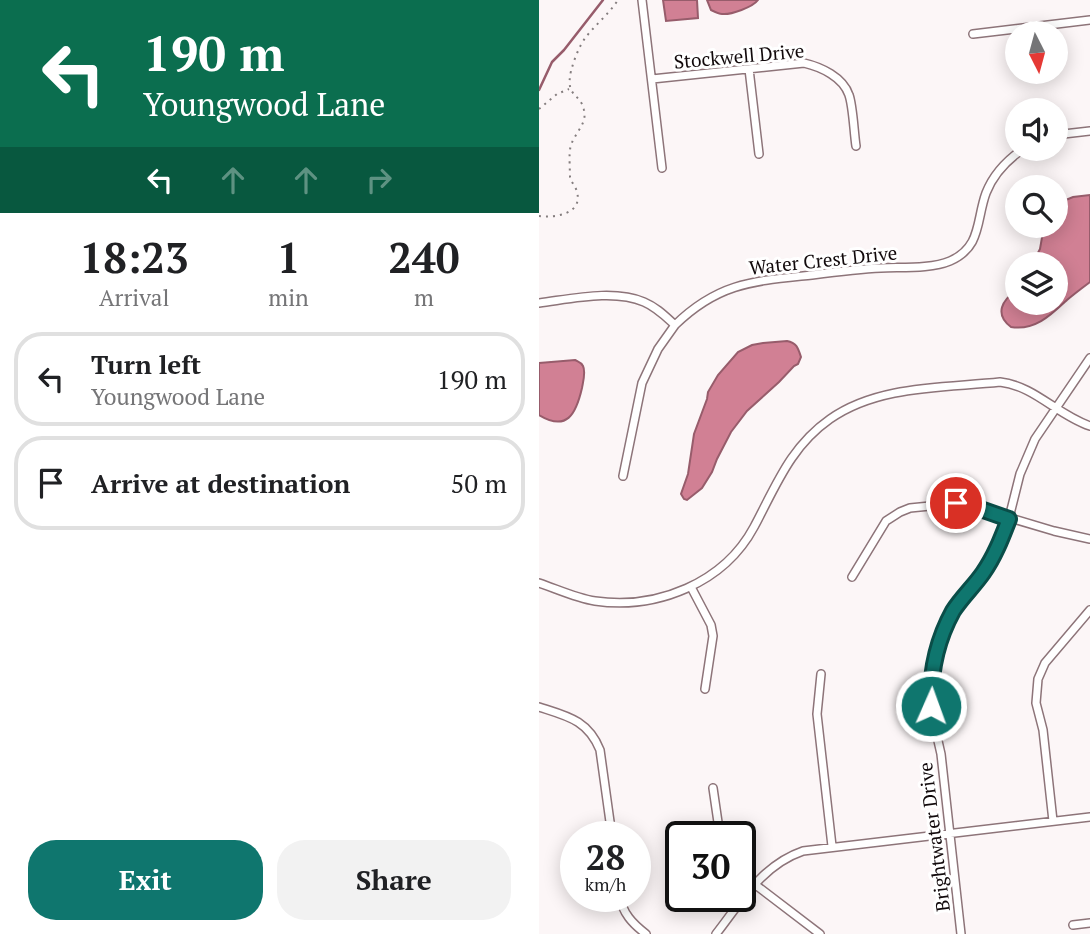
<!DOCTYPE html>
<style>
body{margin:0;font-family:"PT Serif",serif;background:#f2f2f2;color:#202124;height:100vh;display:flex;flex-direction:column;font-size:26px;white-space:nowrap}
*{box-sizing:border-box;margin:0}
p{font-size:23px;color:#757577}
.icon{flex:none;width:38px;height:38px;fill:none;stroke:currentColor;stroke-width:2;stroke-linecap:round;stroke-linejoin:round}
.map{position:relative;flex:1;overflow:hidden}
.side{display:flex;flex-direction:column;background:#fff;width:539px}
.side>*{flex:none}
.banner{background:#0b6e4f;color:#fff;overflow:hidden}
.needle{width:46px;rotate:174deg}
.fabs{position:absolute;left:466px;top:21px;display:grid;gap:14px}
.fabs a{display:grid;place-items:center;width:63px;height:63px;border-radius:50%;background:#fff;box-shadow:0 4px 18px #0003;font-size:35px}
.speed{position:absolute;left:21px;top:821px;display:flex;gap:14px;font-size:35px;font-weight:700;text-align:center}
.speed>*{display:grid;place-content:center;width:91px;height:91px;border-radius:50%;background:#fff;box-shadow:0 4px 18px #0003;line-height:1}
.speed small{font-size:18px;font-weight:400}
.speed .limit{border:4px solid #111;border-radius:10px;background:#fff;color:#111}
.pin{position:absolute;display:grid;place-items:center;width:60px;height:60px;color:#fff;margin:-30px;border:4px solid #fff;border-radius:50%;box-shadow:0 2px 7px #0007}
.me{position:absolute;width:77px;margin:-38px;rotate:2deg;stroke-linejoin:round;filter:drop-shadow(0 0 5px #0008)}
.turn{display:flex;align-items:center;gap:24px;height:147px;padding:0 28px;font-size:32px}
.turn .icon{width:91px;height:91px;stroke-width:2.5}
.turn b{display:block;font-size:49px;line-height:60px}
.lanes{display:flex;align-items:center;height:66px;padding:0 28px;background:#0003;justify-content:center;gap:35px;direction:ltr}
.lanes .off{opacity:.35}
.eta{display:flex;justify-content:space-evenly;align-items:center;height:119px;text-align:center}
.eta b{font-size:42px;font-weight:600;line-height:49px}
.button{display:flex;gap:14px;margin-top:auto;padding:14px 28px}
.button a{flex:1;height:80px;border-radius:28px;background:#0f766e;color:#fff;font-size:28px;font-weight:600;line-height:80px;text-align:center}
.button a+a{background:#f2f2f2;color:#202124}
ul{padding:0;list-style:none}
li{display:flex;align-items:center;gap:21px;height:94px;margin:0 14px 10px;padding:0 14px;border:4px solid #e0e0e0;border-radius:28px}
li div{flex:1}
li b{display:block;font-size:26px}
li em{font-style:normal}
main{display:flex;flex:1;min-height:0}
.map>svg:first-child{display:block}
.water{fill:#d18094;stroke:#975c6b;stroke-width:2}
.lines{fill:none;stroke-linecap:round;stroke-linejoin:round}
.stream{stroke:#975c6b;stroke-width:2.5}
.minor-casing{stroke:#8d7479;stroke-width:10}
.path{stroke:#847d7e;stroke-width:2;stroke-dasharray:2 5;stroke-linecap:butt}
.minor{stroke:#fff;stroke-width:7}
.route-casing{stroke:#0a4d48;stroke-width:18}
.route{stroke:#0f766e;stroke-width:12}
.labels{text-anchor:middle;stroke-width:6;stroke-linejoin:round;paint-order:stroke}
.street-label{font-size:19px;fill:#11090b;stroke:#fff}
</style>
<main>
<section class="side">
<div class="banner">
<div class="turn"><svg class="icon" aria-label="left" viewBox="0 0 24 24"><path d="M17 20v-9H6M10 6l-5 5 5 5"/></svg><div><b>190 m</b>Youngwood Lane</div></div>
<div class="lanes"><svg class="icon" aria-label="left" viewBox="0 0 24 24"><path d="M17 20v-9H6M10 6l-5 5 5 5"/></svg><svg class="icon off" aria-label="ahead" viewBox="0 0 24 24"><path d="M12 20V5M6 11l6-6 6 6"/></svg><svg class="icon off" aria-label="ahead" viewBox="0 0 24 24"><path d="M12 20V5M6 11l6-6 6 6"/></svg><svg class="icon off" aria-label="right" viewBox="0 0 24 24"><path d="M7 20v-9h11M14 6l5 5-5 5"/></svg></div>
</div>
<div class="eta">
<div><b>18:23</b><p>Arrival</p></div>
<div><b>1</b><p>min</p></div>
<div><b>240</b><p>m</p></div>
</div>
<ul>
<li><svg class="icon" aria-label="left" viewBox="0 0 24 24"><path d="M17 20v-9H6M10 6l-5 5 5 5"/></svg><div><b>Turn left</b><p>Youngwood Lane</p></div><em>190 m</em></li>
<li><svg class="icon" aria-label="arrive" viewBox="0 0 24 24"><path d="M6 21V4h12l-3 4 3 4H6"/></svg><div><b>Arrive at destination</b></div><em>50 m</em></li>
</ul>
<div class="button"><a>Exit</a><a>Share</a></div>
</section>
<div class="map">
<svg width="551" height="934" viewBox="0 0 551 934">
<rect width="100%" height="100%" fill="#fcf6f7"/>
<path class="water" d="M124,0H158L159,18L127,21Z
M168,0H219C214,7 192,15 183,14C180,14 174,11 172,10Z
M551,195V282C543,288 535,294 528,300C512,315 496,331 472,327C455,314 463,300 478,290V303H516V264H493L501,249L505,226H516L517,204L534,197Z
M248,341C258,343 259,348 262,357L259,364L255,366L240,382L208,411L192,432L178,459L173,472L163,488L148,500L145,499L142,494L149,474L155,434L168,399L169,392L179,375L199,352L213,345L224,343Z
M36,360C40,362 42,362 44,366C47,372 44,382 43,388C37,414 28,432 0,415V363Z"/>
<g class="lines">
<path class="stream" d="M0,90L13,62L25,50L64,0"/>
<defs>
<path id="minor" d="M103,0L123,168
M434,34L551,20
M210,69L220,154
M113,79L265,63C282,67 304,77 310,95C314,106 315,133 317,146
M516,135L551,131
M0,303C32,299 75,289 105,302C117,307 126,316 136,325C180,282 216,281 273,275C296,272 319,269 342,268C363,267 392,269 411,261C443,247 437,220 447,193C454,175 468,160 484,149
M84,476L103,383L119,349L136,325
M313,577L347,521L361,512L371,508L421,503L515,531L551,539
M0,583C18,589 37,598 56,601C118,610 185,583 215,527C237,486 251,447 291,419C339,385 405,388 461,382C496,386 518,415 551,426
M152,587L172,625L174,636L166,689
M282,674L278,714L293,846
M0,707C28,716 49,720 61,750L73,836
M174,788L181,836
M514,821L504,730L497,703L499,679L506,663L551,610
M201,873L281,934
M81,896C83,913 94,924 107,934
M534,925L551,923
M177,934C202,902 223,865 264,851L551,817
M422,934L402,754L394,719L392,691L394,665L403,636L413,613L446,570L459,547L470,518L481,474L496,439L551,358"/>
</defs>
<use href="#minor" class="minor-casing"/>
<path class="path" d="M0,109L18,94L30,89
M0,216C16,218 44,214 38,192C37,187 32,182 31,177C31,172 30,155 31,150C32,136 49,125 45,110C41,92 26,98 32,71C35,60 40,46 47,37C57,24 70,14 79,0"/>
<use href="#minor" class="minor"/>
</g>
<g class="lines">
<defs>
<path id="route" d="M392,706C391,672 398,640 414,611C423,597 435,586 444,573C456,556 463,537 470,519L430,505L417,503"/>
</defs>
<use href="#route" class="route-casing"/>
<use href="#route" class="route"/>
</g>
<g class="labels">
<g class="street-label">
<text transform="translate(200 56) rotate(-5)" y="7">Stockwell Drive</text>
<text transform="translate(284 260) rotate(-6)" y="7">Water Crest Drive</text>
<text transform="translate(395 837) rotate(-97)" y="7">Brightwater Drive</text>
</g>
</g>
</svg>
<div class="fabs">
<a><svg class="needle" viewBox="-14 -14 28 28"><path d="M0-13l5 13h-10z" fill="#e53935"/><path d="M0 13l5-13h-10z" fill="#757577"/></svg></a>
<a><svg class="icon" aria-label="sound" viewBox="0 0 24 24"><path d="M4 9h4l5-4v14l-5-4H4zM17 9q2 3 0 6"/></svg></a>
<a><svg class="icon" aria-label="search" viewBox="0 0 24 24"><circle cx="10" cy="10" r="6"/><path d="M15 15l6 6"/></svg></a>
<a><svg class="icon" aria-label="layers" viewBox="0 0 24 24"><path d="M12 4l9 5-9 5-9-5zM3 14l9 5 9-5"/></svg></a>
</div>
<div class="speed"><div>28<small>km/h</small></div><div class="limit">30</div></div>
<div class="pin" style="left:417px;top:503px;background:#d93025"><svg class="icon" aria-label="arrive" viewBox="0 0 24 24"><path d="M6 21V4h12l-3 4 3 4H6"/></svg></div>
<svg class="me" style="left:392px;top:706px" viewBox="-20 -20 40 40"><circle r="17" fill="#0f766e" stroke="#fff" stroke-width="3"/><path d="M0-11L8 9 0 5-8 9z" fill="#fff"/></svg>
</div>
</main>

* _To do_
Every line above with the word "transform" belongs in the answer, copied as written.

* _Your solution_
<text transform="translate(200 56) rotate(-5)" y="7">Stockwell Drive</text>
<text transform="translate(284 260) rotate(-6)" y="7">Water Crest Drive</text>
<text transform="translate(395 837) rotate(-97)" y="7">Brightwater Drive</text>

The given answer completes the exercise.